#### WHAT TO WORK ON
Please retype the records below exactly, omitting any images.

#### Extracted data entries
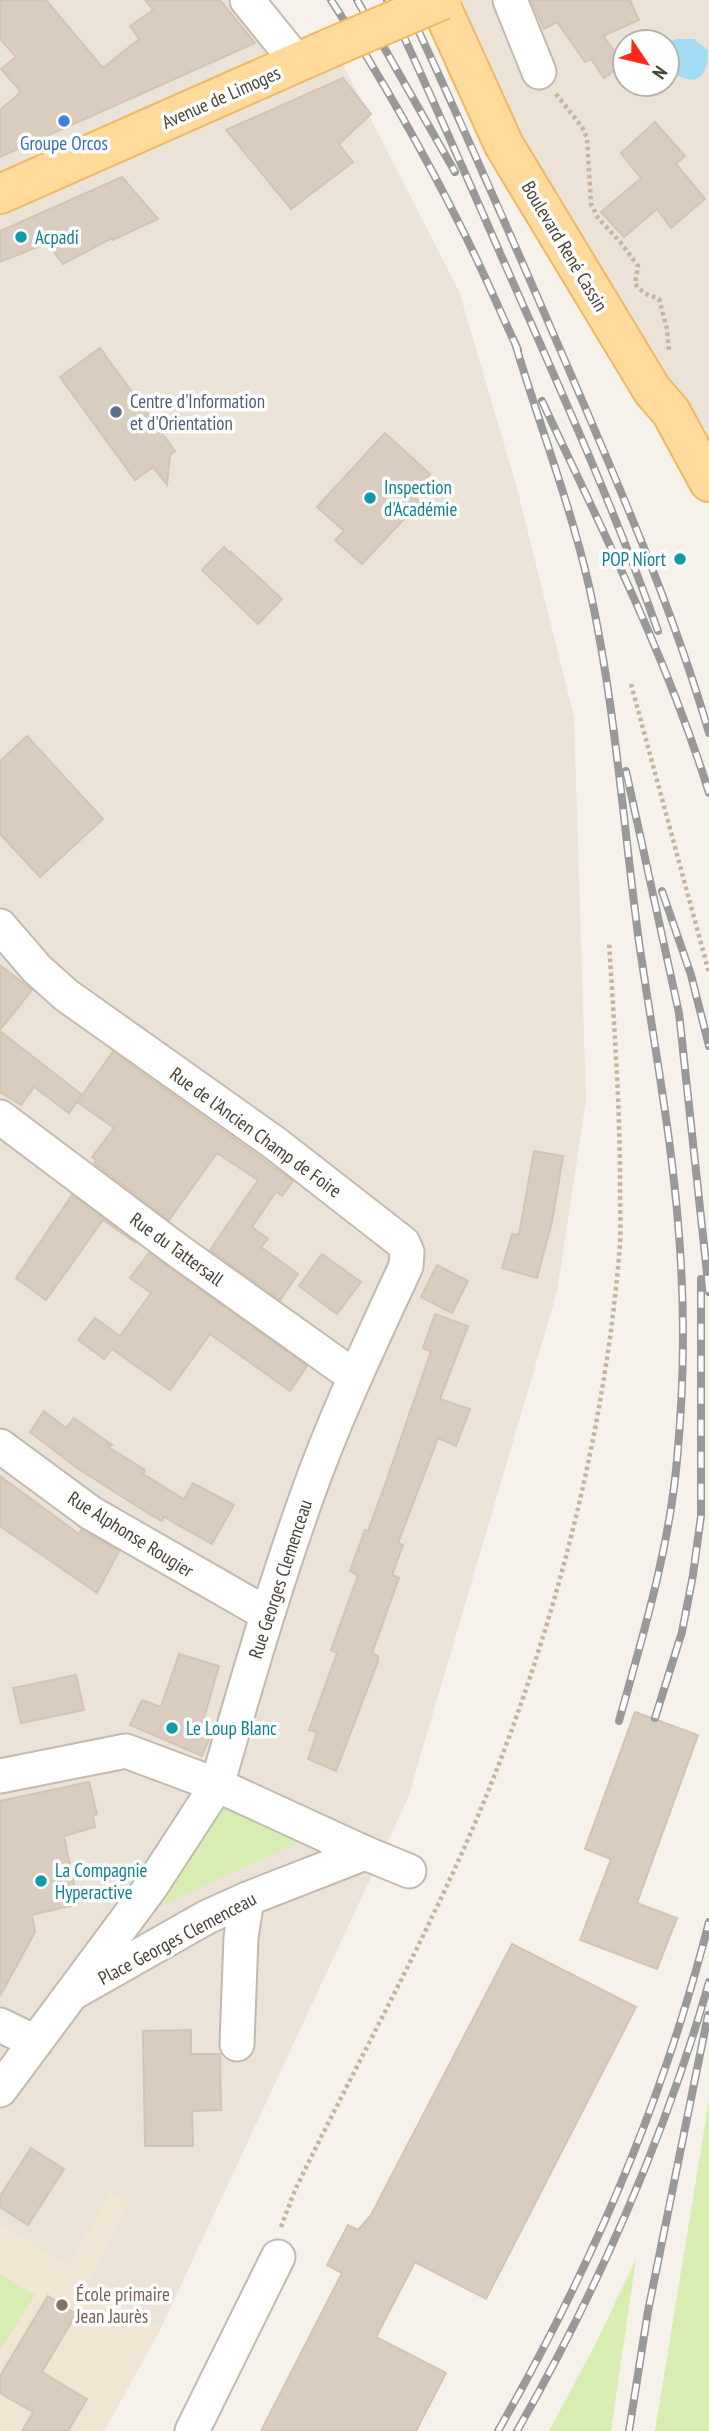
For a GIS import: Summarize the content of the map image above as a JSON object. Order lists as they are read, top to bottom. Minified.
{"streets":{"main road":["Avenue de Limoges","Boulevard René Cassin"],"street":["Rue de l'Ancien Champ de Foire","Rue du Tattersall","Rue Alphonse Rougier","Rue Georges Clemenceau","Place Georges Clemenceau"]},"crossings":[["Avenue de Limoges","Boulevard René Cassin"],["Rue de l'Ancien Champ de Foire","Rue du Tattersall"],["Rue de l'Ancien Champ de Foire","Rue Georges Clemenceau"],["Rue du Tattersall","Rue Georges Clemenceau"],["Rue Alphonse Rougier","Rue Georges Clemenceau"],["Rue Georges Clemenceau","Place Georges Clemenceau"]],"places":["Groupe Orcos","Acpadi","Centre d'Information et d'Orientation","Inspection d'Académie","POP Niort","Le Loup Blanc","La Compagnie Hyperactive","École primaire Jean Jaurès"],"north":"bottom right"}
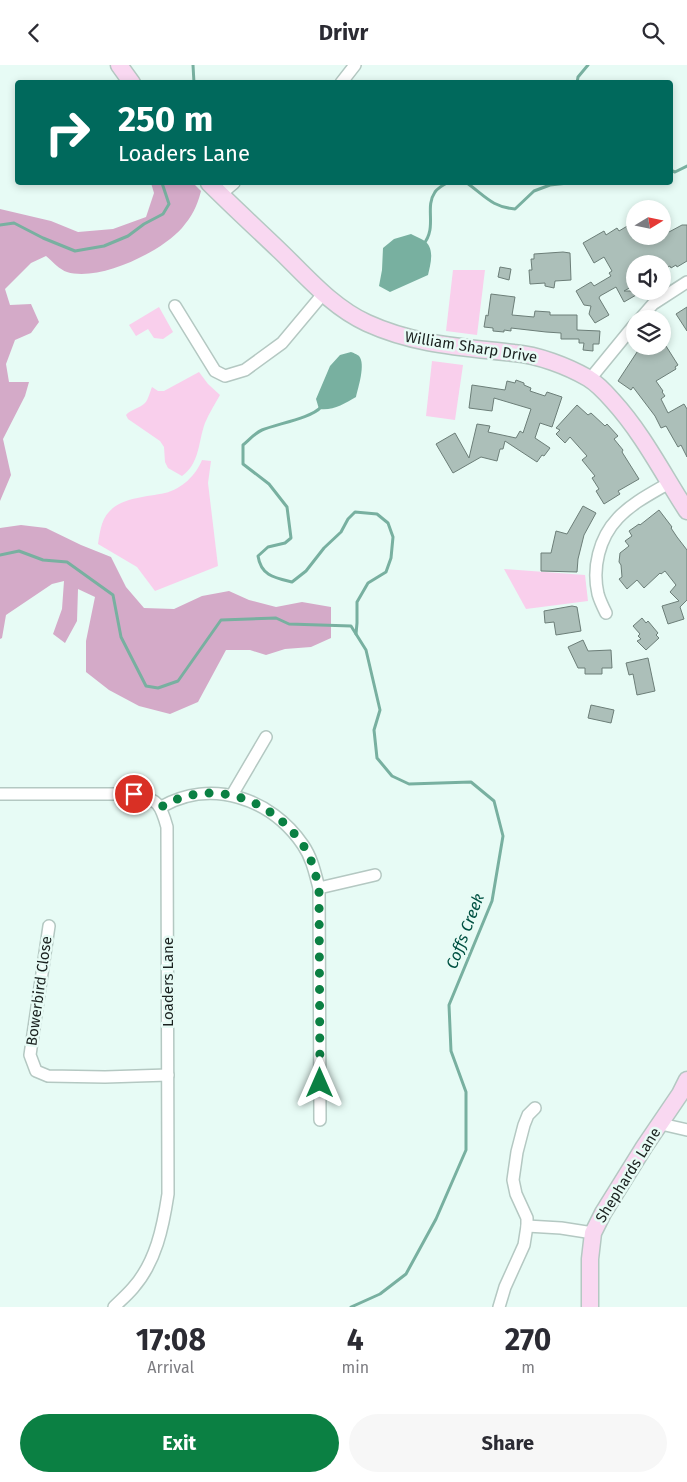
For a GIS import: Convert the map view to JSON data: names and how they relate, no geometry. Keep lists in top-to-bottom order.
{
  "streets": {
    "street": [
      "William Sharp Drive",
      "Loaders Lane",
      "Bowerbird Close",
      "Shephards Lane"
    ]
  },
  "crossings": [
    ["Loaders Lane", "Bowerbird Close"]
  ],
  "water": ["Coffs Creek"],
  "north": "right",
  "page": {
    "header": "Drivr",
    "turn": ["250 m", "Loaders Lane"],
    "eta": [
      "17:08",
      "Arrival",
      "4",
      "min",
      "270",
      "m"
    ],
    "buttons": ["Exit", "Share"]
  }
}
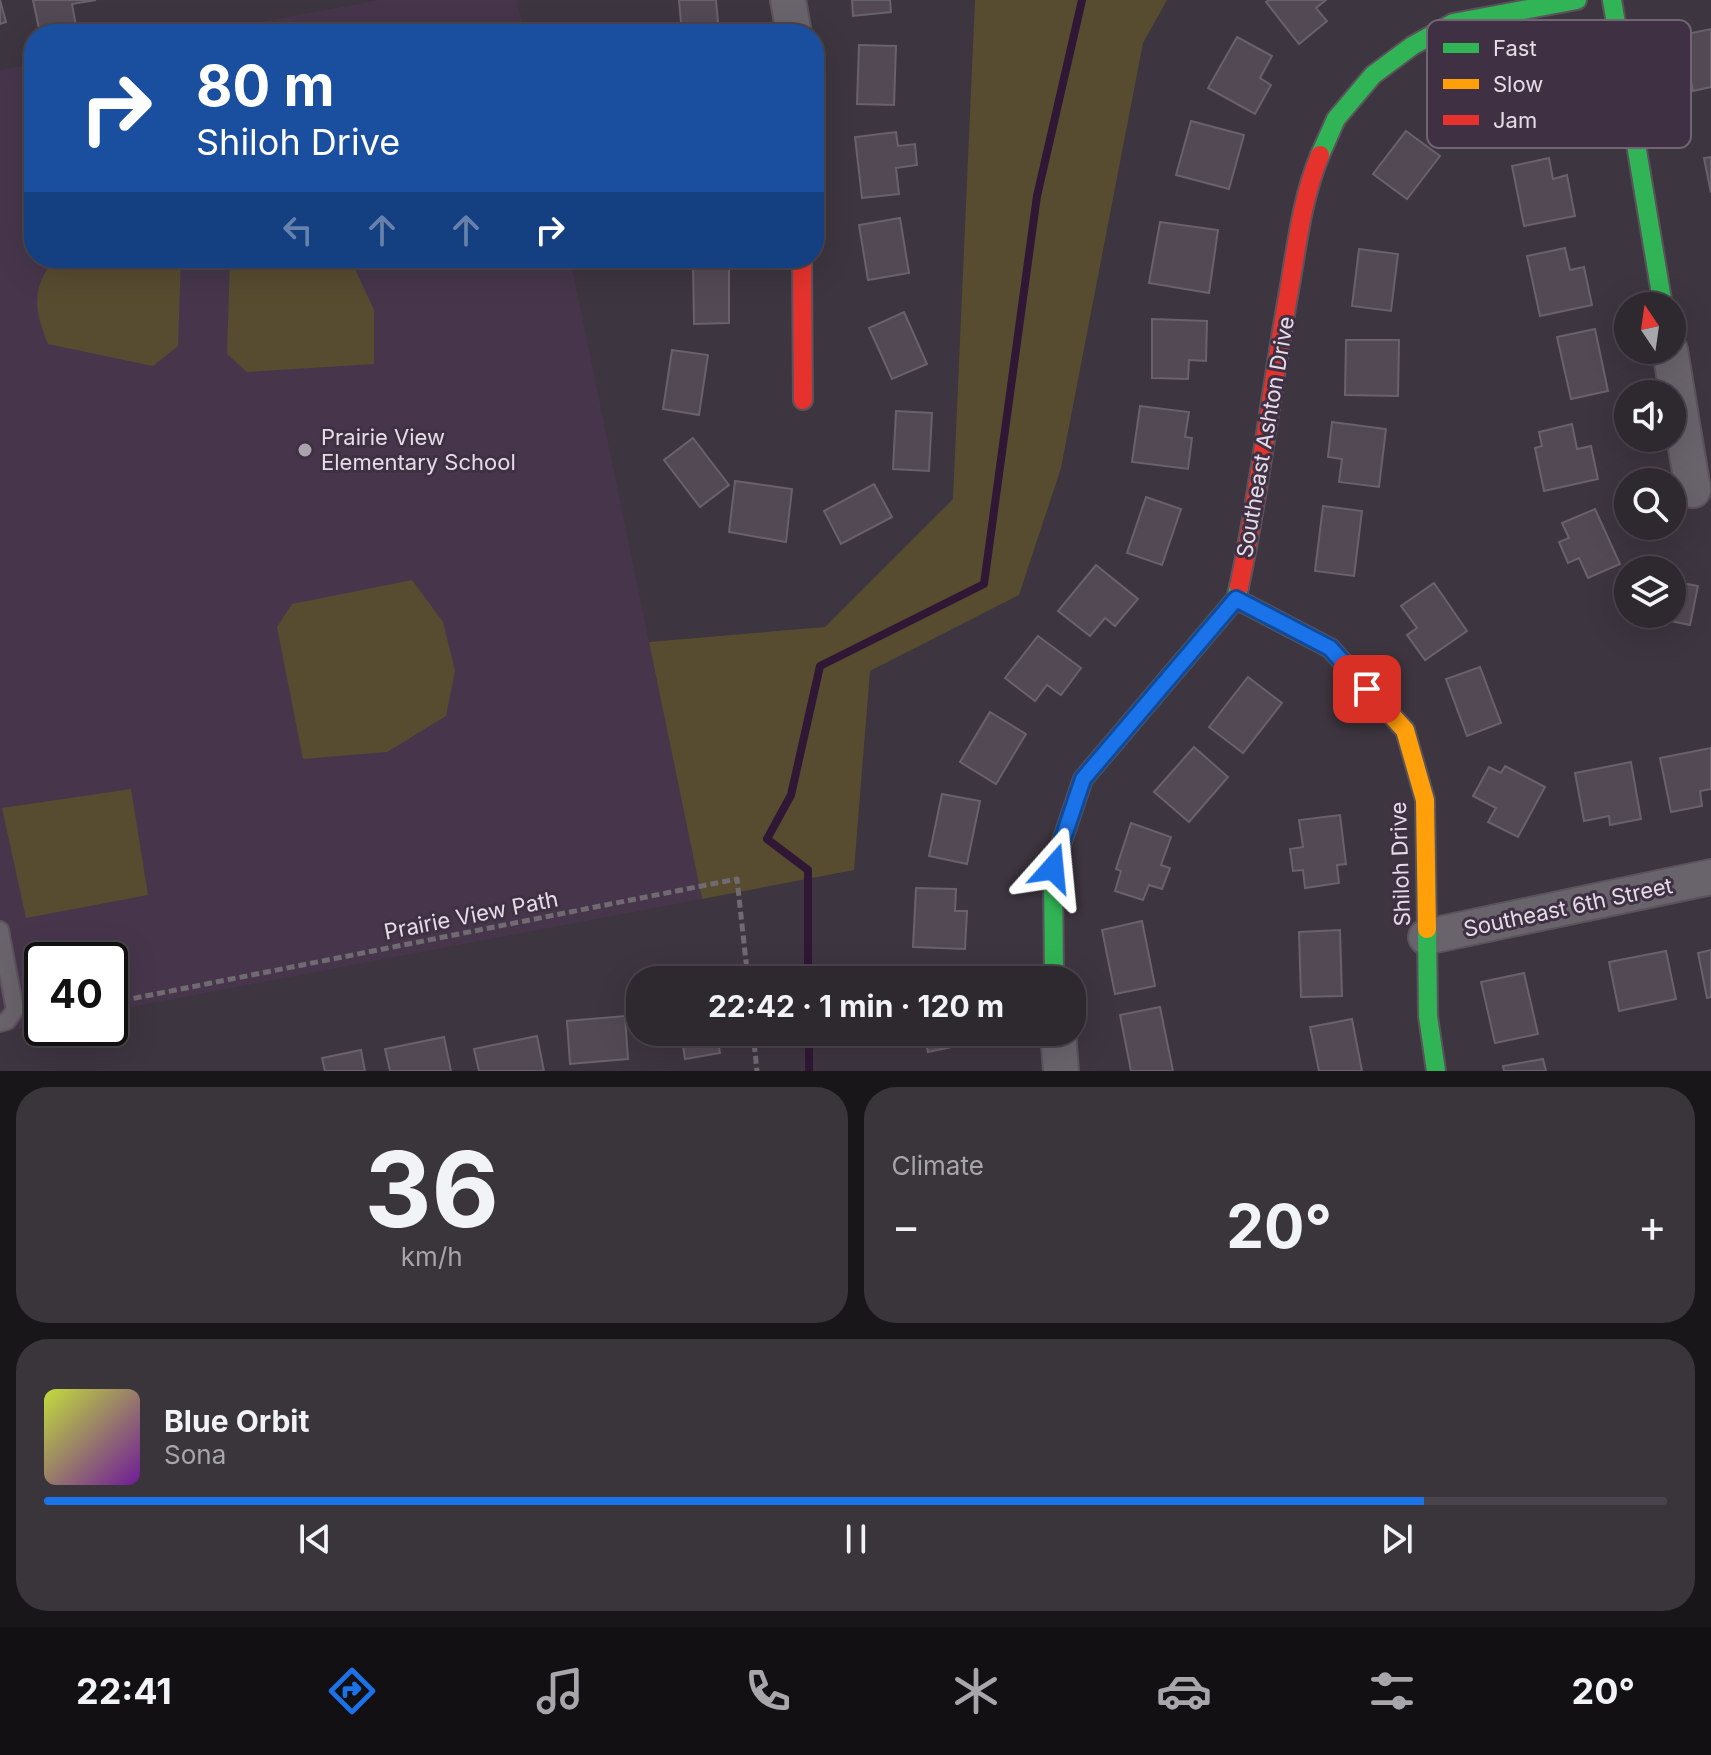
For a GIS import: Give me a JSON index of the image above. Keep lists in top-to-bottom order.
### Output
{
  "streets": {
    "street": ["Southeast Ashton Drive", "Shiloh Drive", "Southeast 6th Street"],
    "path": ["Prairie View Path"]
  },
  "crossings": [
    ["Southeast Ashton Drive", "Shiloh Drive"],
    ["Shiloh Drive", "Southeast 6th Street"]
  ],
  "places": ["Prairie View Elementary School"],
  "legend": ["Fast", "Slow", "Jam"],
  "north": "top",
  "page": {
    "turn": ["80 m", "Shiloh Drive"],
    "limit": "40",
    "trip": "22:42 · 1 min · 120 m",
    "tile": [
      ["36", "km/h"],
      "Climate"
    ],
    "heat": ["−", "20°", "+"],
    "song": ["Blue Orbit", "Sona"],
    "tabs": ["22:41", "20°"]
  }
}
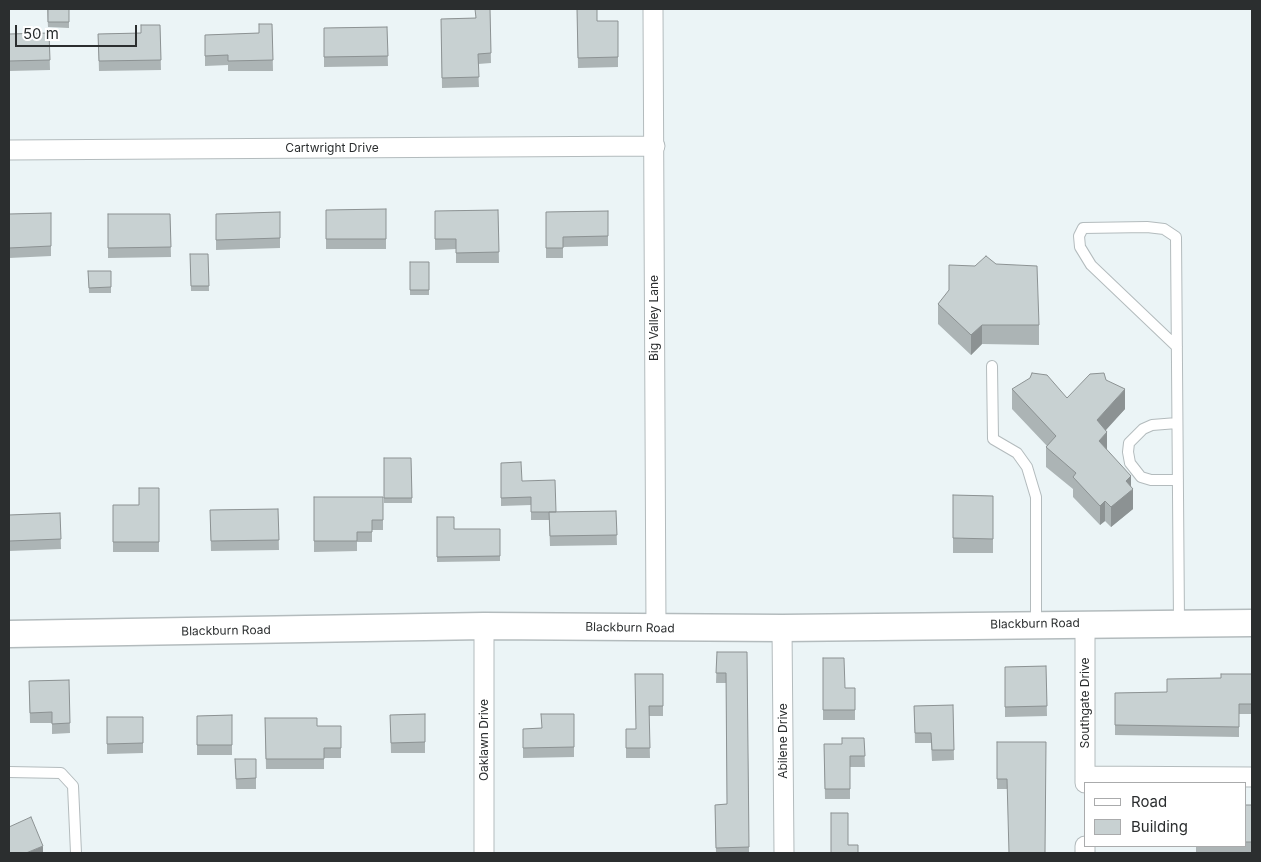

#### EXERCISE OUTPUT
For a GIS import: Summarize the content of the map image above as a JSON object. Order lists as they are read, top to bottom. Minified.
{"streets":{"main road":["Avenue de Limoges","Boulevard René Cassin"],"street":["Rue de l'Ancien Champ de Foire","Rue du Tattersall","Rue Alphonse Rougier","Rue Georges Clemenceau","Place Georges Clemenceau"]},"crossings":[["Avenue de Limoges","Boulevard René Cassin"],["Rue de l'Ancien Champ de Foire","Rue du Tattersall"],["Rue de l'Ancien Champ de Foire","Rue Georges Clemenceau"],["Rue du Tattersall","Rue Georges Clemenceau"],["Rue Alphonse Rougier","Rue Georges Clemenceau"],["Rue Georges Clemenceau","Place Georges Clemenceau"]],"places":["Groupe Orcos","Acpadi","Centre d'Information et d'Orientation","Inspection d'Académie","POP Niort","Le Loup Blanc","La Compagnie Hyperactive","École primaire Jean Jaurès"],"north":"bottom right"}
For a GIS import: Convert the map view to JSON data: names and how they relate, no geometry. Keep lists in top-to-bottom order.
{
  "streets": {
    "street": [
      "William Sharp Drive",
      "Loaders Lane",
      "Bowerbird Close",
      "Shephards Lane"
    ]
  },
  "crossings": [
    ["Loaders Lane", "Bowerbird Close"]
  ],
  "water": ["Coffs Creek"],
  "north": "right",
  "page": {
    "header": "Drivr",
    "turn": ["250 m", "Loaders Lane"],
    "eta": [
      "17:08",
      "Arrival",
      "4",
      "min",
      "270",
      "m"
    ],
    "buttons": ["Exit", "Share"]
  }
}
For a GIS import: Give me a JSON index of the image above. Keep lists in top-to-bottom order.
### Output
{
  "streets": {
    "street": ["Southeast Ashton Drive", "Shiloh Drive", "Southeast 6th Street"],
    "path": ["Prairie View Path"]
  },
  "crossings": [
    ["Southeast Ashton Drive", "Shiloh Drive"],
    ["Shiloh Drive", "Southeast 6th Street"]
  ],
  "places": ["Prairie View Elementary School"],
  "legend": ["Fast", "Slow", "Jam"],
  "north": "top",
  "page": {
    "turn": ["80 m", "Shiloh Drive"],
    "limit": "40",
    "trip": "22:42 · 1 min · 120 m",
    "tile": [
      ["36", "km/h"],
      "Climate"
    ],
    "heat": ["−", "20°", "+"],
    "song": ["Blue Orbit", "Sona"],
    "tabs": ["22:41", "20°"]
  }
}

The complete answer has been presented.